BARI, Italy (Reuters) - An Italian prosecutor is investigating Deutsche Bank (DBKGn.DE) over its sale of 7 billion euros ($8 billion) of Italian government bonds five years ago, an investigative source told Reuters.
A prosecutor in Trani, a town in southern Italy, is investigating because Deutsche Bank allegedly told clients in a research note in early 2011 that Italy’s public debt was no cause for concern, and then sold almost 90 percent of its own holding of the country’s bonds, the source said on Friday.
“We do not believe there is a case to answer here and are confident that we acted appropriately,” a spokesman for Deutsche Bank said in an email to Reuters, adding the German lender was cooperating with Italian authorities.
Deutsche Bank sold the bonds in the first half of 2011 as Italy slid toward a debt crisis that eventually brought down the government of former Prime Minister Silvio Berlusconi.
Italy’s economy ministry said in August 2011 that Deutsche Bank had explained the sale by saying it needed to balance out its exposure to Italian debt after taking on more when it bought out Deutsche Postbank in 2010.
Five former Deutsche Bank managers as well as the bank itself are under investigation in Trani, the source added.
The same prosecutor has, in recent years, also opened investigations into ratings agencies Moody’s, Standard & Poor’s and Fitch, saying their reports on Italy and its banks during the crisis were mismanaged and provoked sharp losses on the Milan stock market.
The case against Moody’s was dropped before a trial began in Trani last year.

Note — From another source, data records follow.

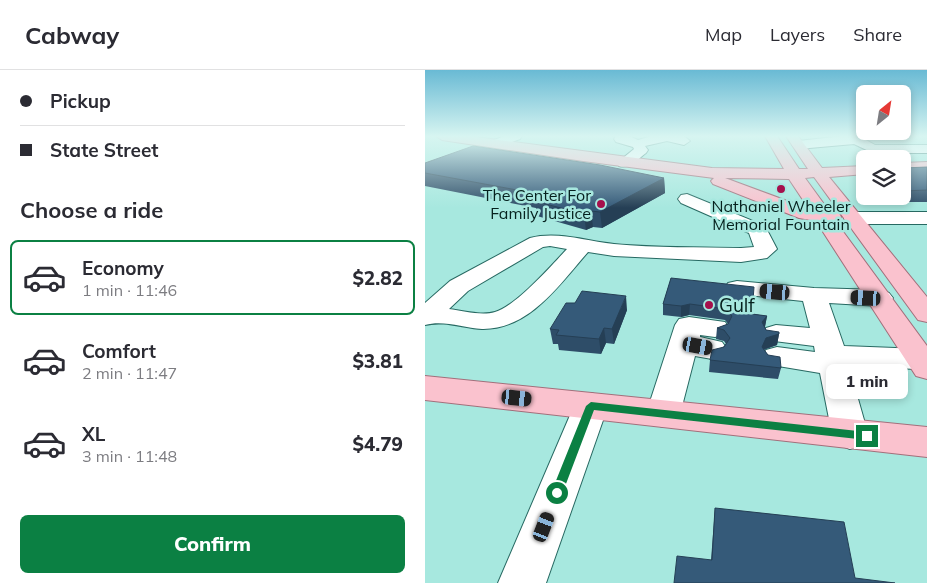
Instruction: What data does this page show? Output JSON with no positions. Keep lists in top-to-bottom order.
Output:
{
  "places": ["Nathaniel Wheeler Memorial Fountain", "The Center For Family Justice", "Gulf"],
  "north": "top right",
  "page": {
    "header": "Cabway",
    "nav": ["Map", "Layers", "Share"],
    "banner": ["Pickup", "State Street"],
    "heading": "Choose a ride",
    "list": [
      {
        "name": "Economy",
        "note": "1 min · 11:46",
        "value": "$2.82"
      },
      {
        "name": "Comfort",
        "note": "2 min · 11:47",
        "value": "$3.81"
      },
      {
        "name": "XL",
        "note": "3 min · 11:48",
        "value": "$4.79"
      }
    ],
    "bubble": "1 min",
    "buttons": "Confirm"
  }
}
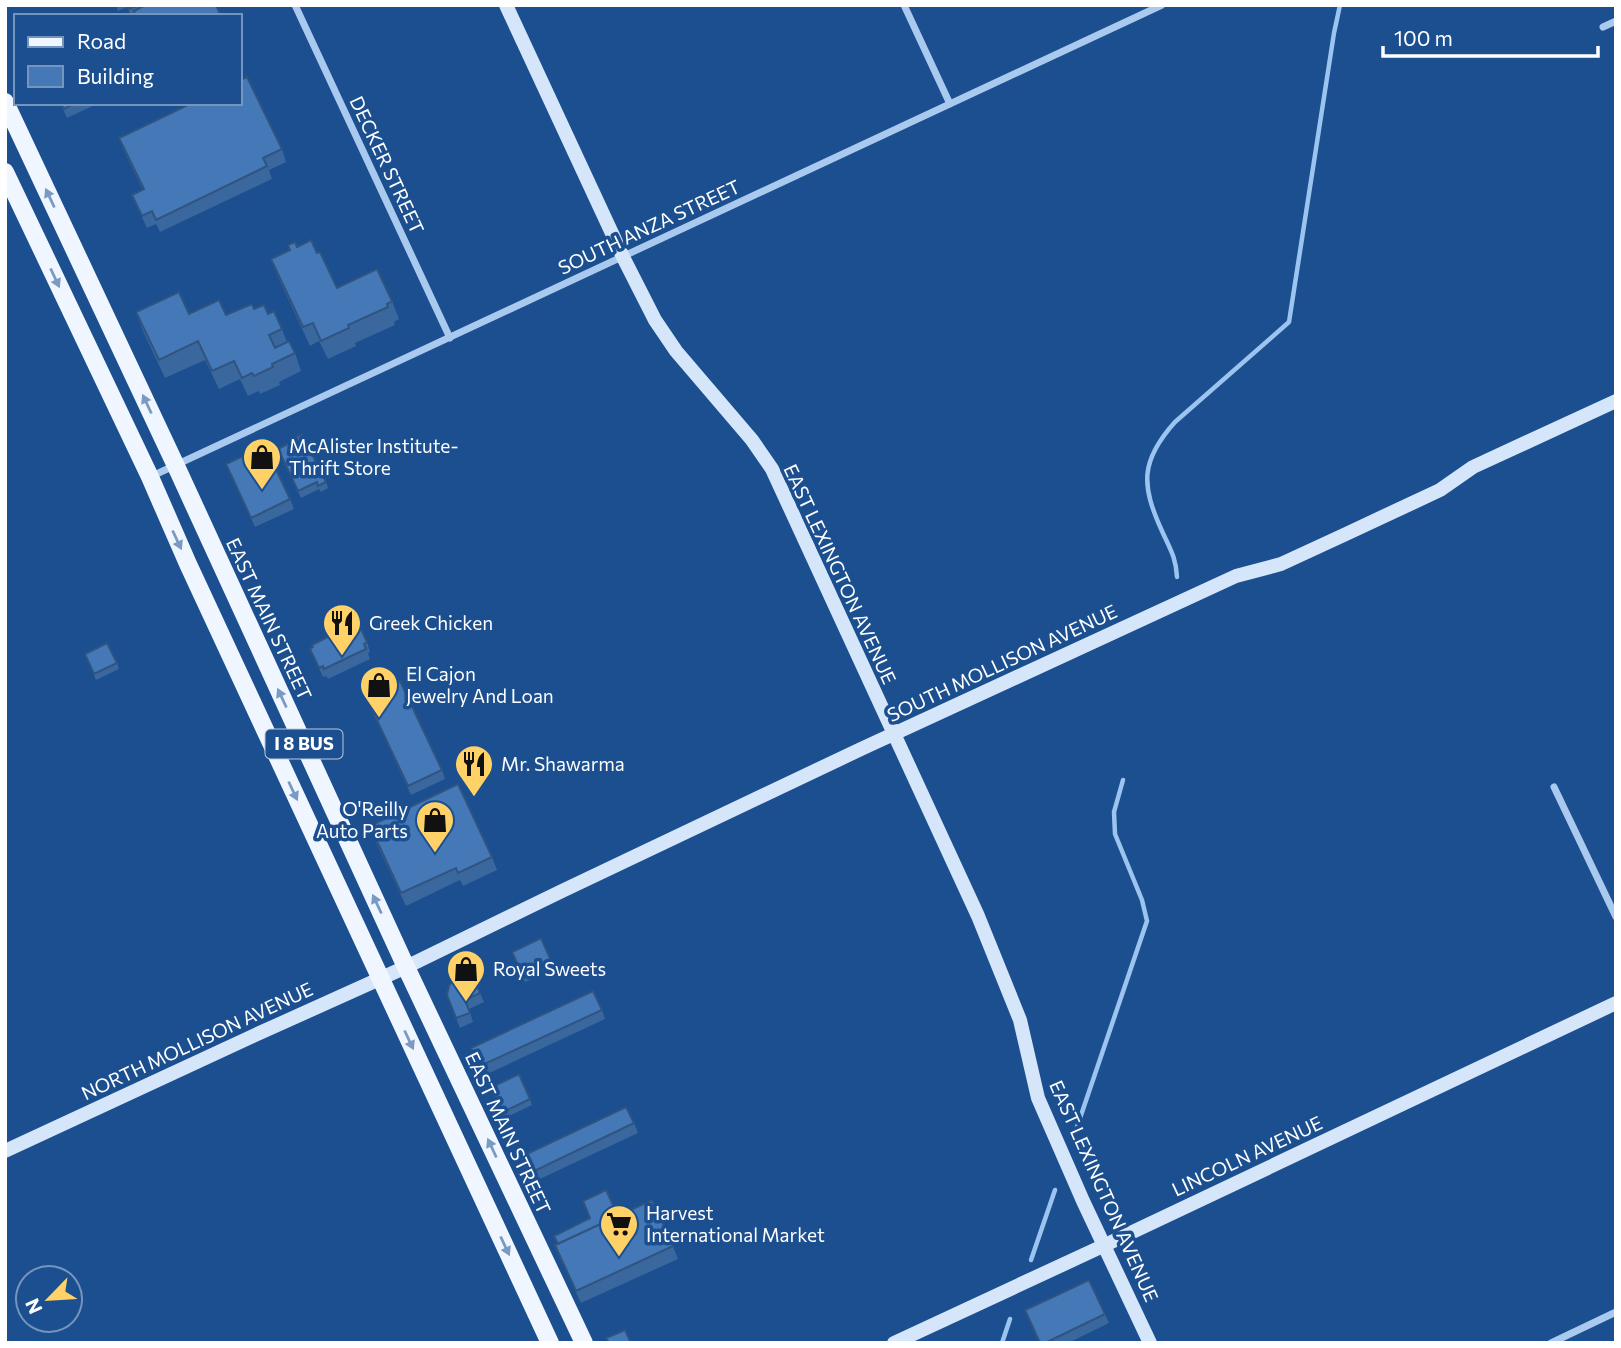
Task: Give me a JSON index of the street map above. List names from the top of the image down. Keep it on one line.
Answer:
{"streets":{"main road":["EAST MAIN STREET","I 8 BUS"],"street":["DECKER STREET","SOUTH ANZA STREET","EAST LEXINGTON AVENUE","SOUTH MOLLISON AVENUE","NORTH MOLLISON AVENUE","LINCOLN AVENUE"]},"crossings":[["DECKER STREET","SOUTH ANZA STREET"],["SOUTH ANZA STREET","EAST LEXINGTON AVENUE"],["SOUTH ANZA STREET","EAST MAIN STREET"],["SOUTH ANZA STREET","I 8 BUS"],["EAST LEXINGTON AVENUE","SOUTH MOLLISON AVENUE"],["EAST LEXINGTON AVENUE","LINCOLN AVENUE"],["EAST MAIN STREET","SOUTH MOLLISON AVENUE"],["EAST MAIN STREET","NORTH MOLLISON AVENUE"],["SOUTH MOLLISON AVENUE","NORTH MOLLISON AVENUE"],["I 8 BUS","NORTH MOLLISON AVENUE"]],"places":{"shop":["McAlister Institute- Thrift Store","El Cajon Jewelry And Loan","O'Reilly Auto Parts","Royal Sweets"],"restaurant":["Greek Chicken","Mr. Shawarma"],"supermarket":["Harvest International Market"]},"legend":["Road","Building"],"scale_bar":"100 m","north":"bottom left"}
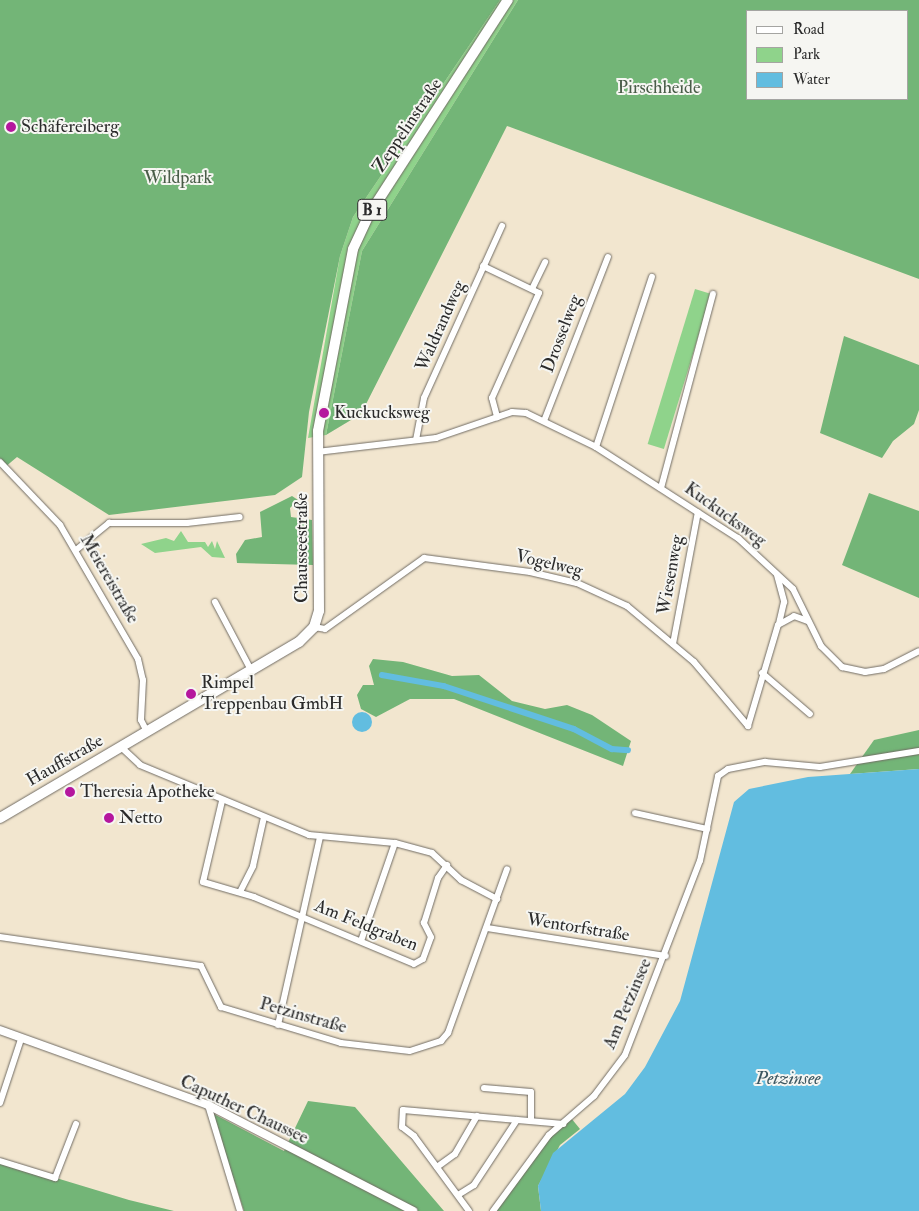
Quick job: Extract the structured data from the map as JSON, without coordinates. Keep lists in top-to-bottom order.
{
  "streets": {
    "main road": [
      "Zeppelinstraße",
      "B 1",
      "Chausseestraße",
      "Hauffstraße"
    ],
    "street": [
      "Waldrandweg",
      "Drosselweg",
      "Kuckucksweg",
      "Vogelweg",
      "Wiesenweg",
      "Meiereistraße",
      "Am Feldgraben",
      "Wentorfstraße",
      "Am Petzinsee",
      "Petzinstraße",
      "Caputher Chaussee"
    ]
  },
  "crossings": [
    ["Zeppelinstraße", "Kuckucksweg"],
    ["Zeppelinstraße", "Chausseestraße"],
    ["Waldrandweg", "Kuckucksweg"],
    ["Drosselweg", "Kuckucksweg"],
    ["Kuckucksweg", "Chausseestraße"],
    ["Kuckucksweg", "Wiesenweg"],
    ["Chausseestraße", "Vogelweg"],
    ["Chausseestraße", "Meiereistraße"],
    ["Chausseestraße", "Hauffstraße"],
    ["Vogelweg", "Wiesenweg"],
    ["Meiereistraße", "Hauffstraße"],
    ["Wentorfstraße", "Am Petzinsee"],
    ["Wentorfstraße", "Petzinstraße"]
  ],
  "water": ["Petzinsee"],
  "parks": ["Pirschheide", "Wildpark"],
  "places": [
    "Schäfereiberg",
    "Kuckucksweg",
    "Rimpel Treppenbau GmbH",
    "Theresia Apotheke",
    "Netto"
  ],
  "legend": ["Road", "Park", "Water"]
}
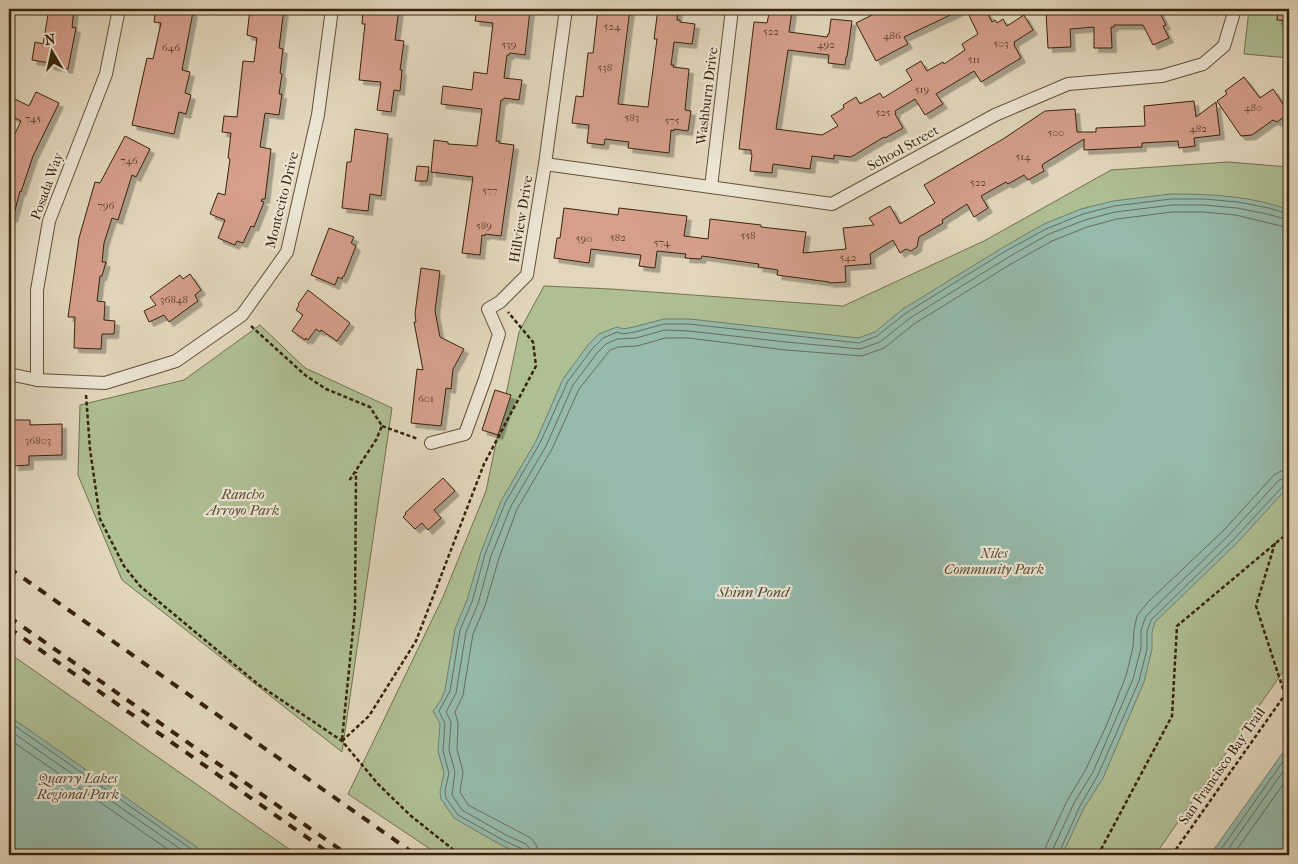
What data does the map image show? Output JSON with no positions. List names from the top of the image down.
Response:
{
  "streets": {
    "street": [
      "Washburn Drive",
      "School Street",
      "Posada Way",
      "Montecito Drive",
      "Hillview Drive"
    ],
    "path": ["San Francisco Bay Trail"]
  },
  "crossings": [
    ["Washburn Drive", "School Street"],
    ["School Street", "Hillview Drive"],
    ["Posada Way", "Montecito Drive"]
  ],
  "water": ["Shinn Pond"],
  "parks": ["Rancho Arroyo Park", "Niles Community Park", "Quarry Lakes Regional Park"],
  "house_numbers": [
    "524",
    "522",
    "486",
    "503",
    "539",
    "492",
    "646",
    "511",
    "538",
    "519",
    "480",
    "525",
    "583",
    "745",
    "575",
    "482",
    "500",
    "514",
    "746",
    "522",
    "577",
    "796",
    "589",
    "558",
    "582",
    "590",
    "574",
    "542",
    "36848",
    "601",
    "36803"
  ],
  "north": "top"
}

The case against Fitch Italia and its country head was moved to Milan, where a judge threw it out on Friday.
However David Riley, Fitch’s former head of sovereign ratings, remains on trial in Trani, along with five S&P officials. The ratings agencies have denied wrongdoing.
The U.S. ambassador to Italy, John Phillips, mentioned the ratings agency probe in a speech in Milan last month in which he said Italy’s justice system was deterring investors.
In the United States it was “highly unlikely that such a case would be brought outside the major financial centers, where prosecutors have both jurisdiction and expertise in securities fraud prosecutions,” Phillips said.